Monday, December 23, 2019

Solstice Goals

On midwinter, I went and watched the sunset over the water, and as the longest night began, I considered the road ahead and my own moment of rebirth and renewal.

As much as I've never really done resolutions, and I'm not a particularly big fan of this time of year, I have found a lot of comfort in creating a little solstice ritual that involves a bit of a mental and emotional inventory and the setting of new goals to start the new year. I was going to just post the goals themselves on Facebook in a cross between accountability and telling my friends what I'm up to, but it ran a little long for FB, fit a little TOO well under "navel gazing," and it seems to me that sometimes the posts I think are almost gratuitously personal and uninteresting to almost everyone turn out to be some of my most popular. So I figured....what the hell. Let's make a post of it. 

As a disclaimer, both these goals and this ritual are intensely personal. I don't think everyone "ought" to do any of them. I don't think they have moral value. I don't think they bring me any closer to humanity's true nature. At the most, I think they involve listening closely to myself and trying to move closer to what would make me happy.

Woo and the Skeptic Writer

I keep most of my metaphysical thoughts pretty close to my chest. Once in a while a peep buys me lunch (or just kisses me so often that I have a big soft spot for them) and if they're curious, I'll spill it. Suffice to say that if they don't know what unmanifest Brahman or Taoist metaphysics are, we probably end up talking about Babylon 5 and Star Wars more than anything.

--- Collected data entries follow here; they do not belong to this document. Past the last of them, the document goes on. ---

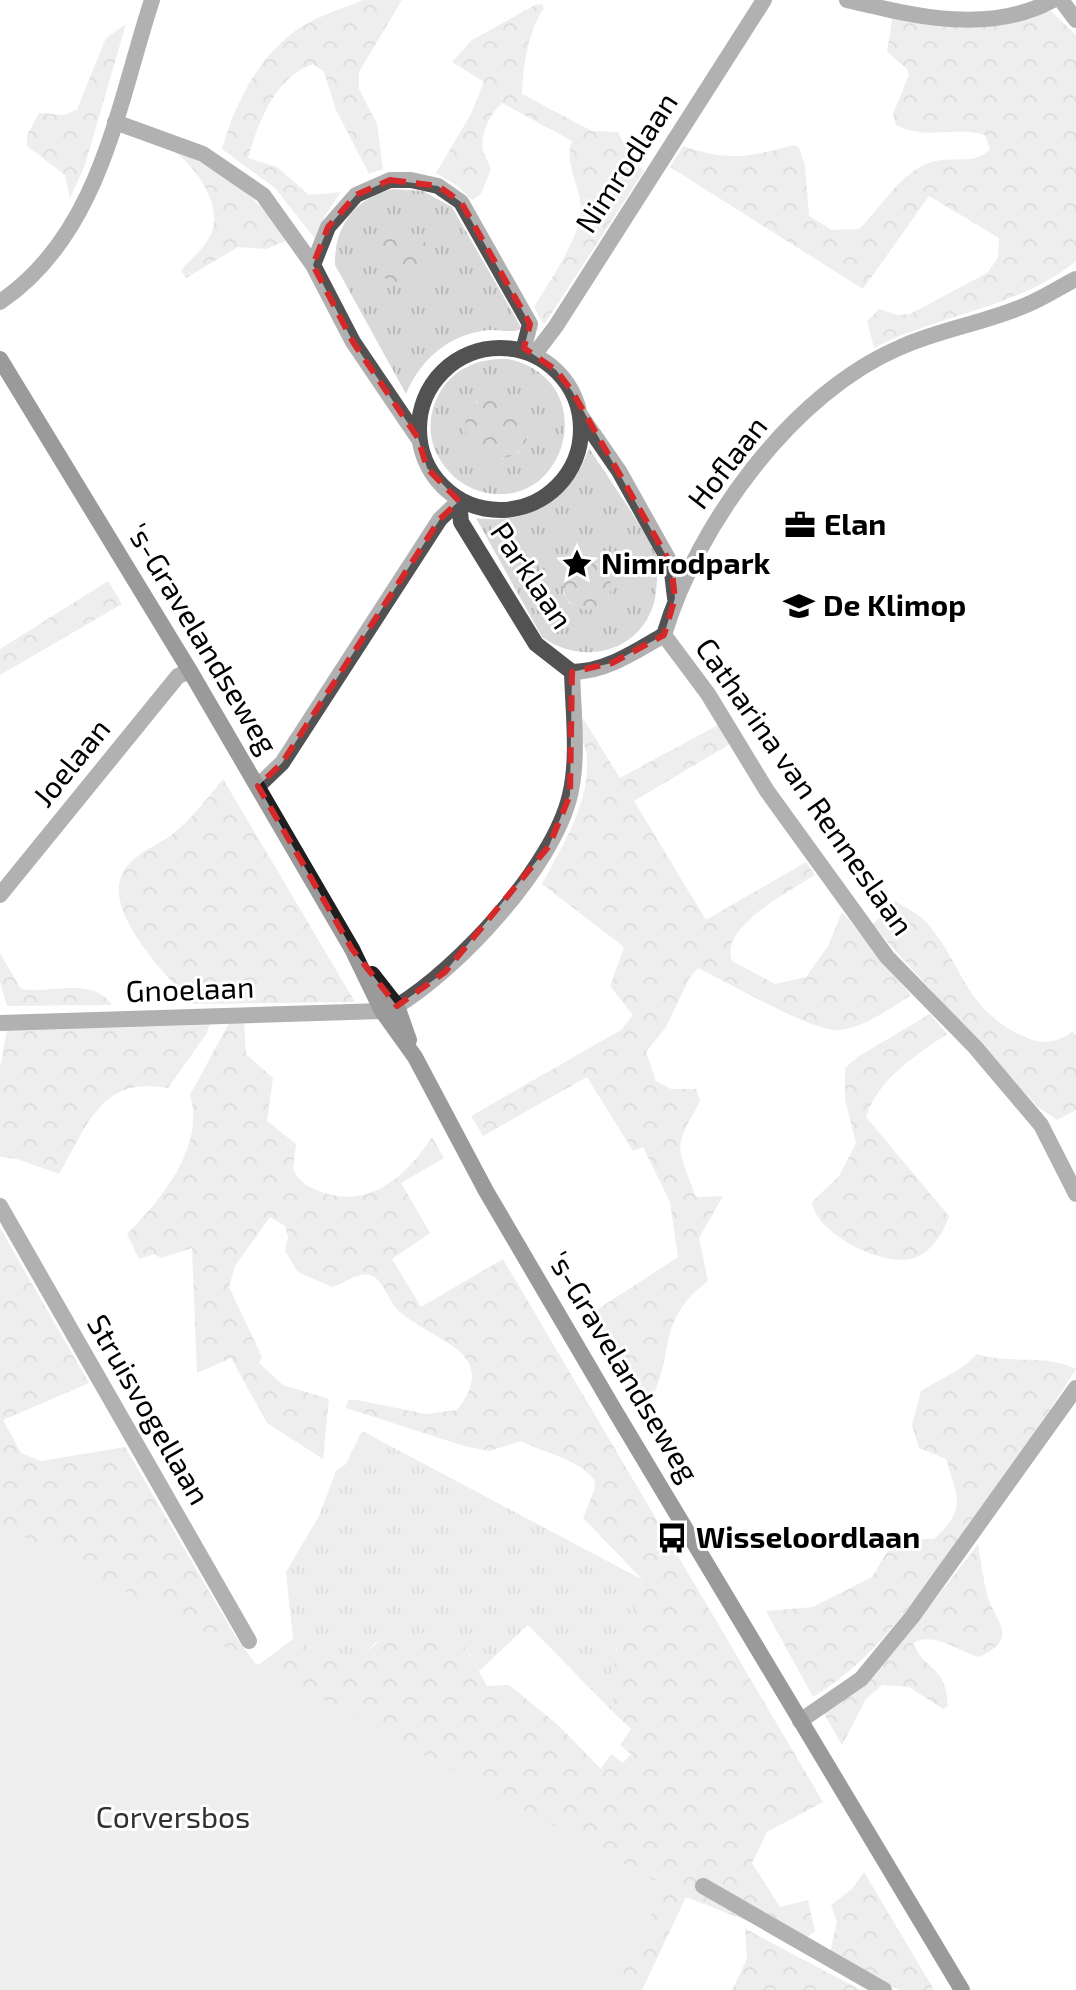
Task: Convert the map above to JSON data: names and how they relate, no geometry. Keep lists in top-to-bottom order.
{
  "streets": {
    "street": [
      "Nimrodlaan",
      "Hoflaan",
      "Parklaan",
      "'s-Gravelandseweg",
      "Joelaan",
      "Catharina van Renneslaan",
      "Gnoelaan",
      "Struisvogellaan"
    ]
  },
  "crossings": [
    ["Nimrodlaan", "Parklaan"],
    ["Hoflaan", "Catharina van Renneslaan"],
    ["'s-Gravelandseweg", "Joelaan"],
    ["'s-Gravelandseweg", "Gnoelaan"]
  ],
  "parks": ["Corversbos"],
  "places": {
    "office": ["Elan"],
    "place": ["Nimrodpark"],
    "school or university": ["De Klimop"],
    "bus stop": ["Wisseloordlaan"]
  }
}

The important part to understand why I'm running around on solstice with a charm necklace and trying to both bend and be bent by "the will of the universe" or some shit, is this: I don't capital-B "Believe" in very much (outside of widely agreed upon cross-cultural empirical human experience). I don't waste time making sure everyone knows I DON'T believe either. But with most extraordinary claims, I consider the verdict to be out until/unless more extraordinary evidence is presented.

Perhaps as a writer who finds language to be just so amusingly elastic, or perhaps as just a skeptic who found one too many atheists insufferable to be willing to count myself among them, one thing I've seen evidence of time and again is the focal power of symbols and metaphor, the reorienting strength of ritual, and the ability of the mind to shape reality. I know that sounds pretty woo, but all you have to do is change the language, if you want to tuck your resident atheist into bed without giving them nightmares. The Placebo Effect is a real, measured phenomenon of the mind affecting the body. Our "Rorschach Inkblot" interpretations of random patterns around us provide personal psychological insight into ways of thinking we might not even be consciously aware of. Our ability to focus on an idea can be enhanced with a physical object that jogs our sensory experience with tactile and visual reminders or by repetitively doing something that reminds us. You can talk about meditation reducing cortisol inflammation and anxiety without ever getting into balancing your energies.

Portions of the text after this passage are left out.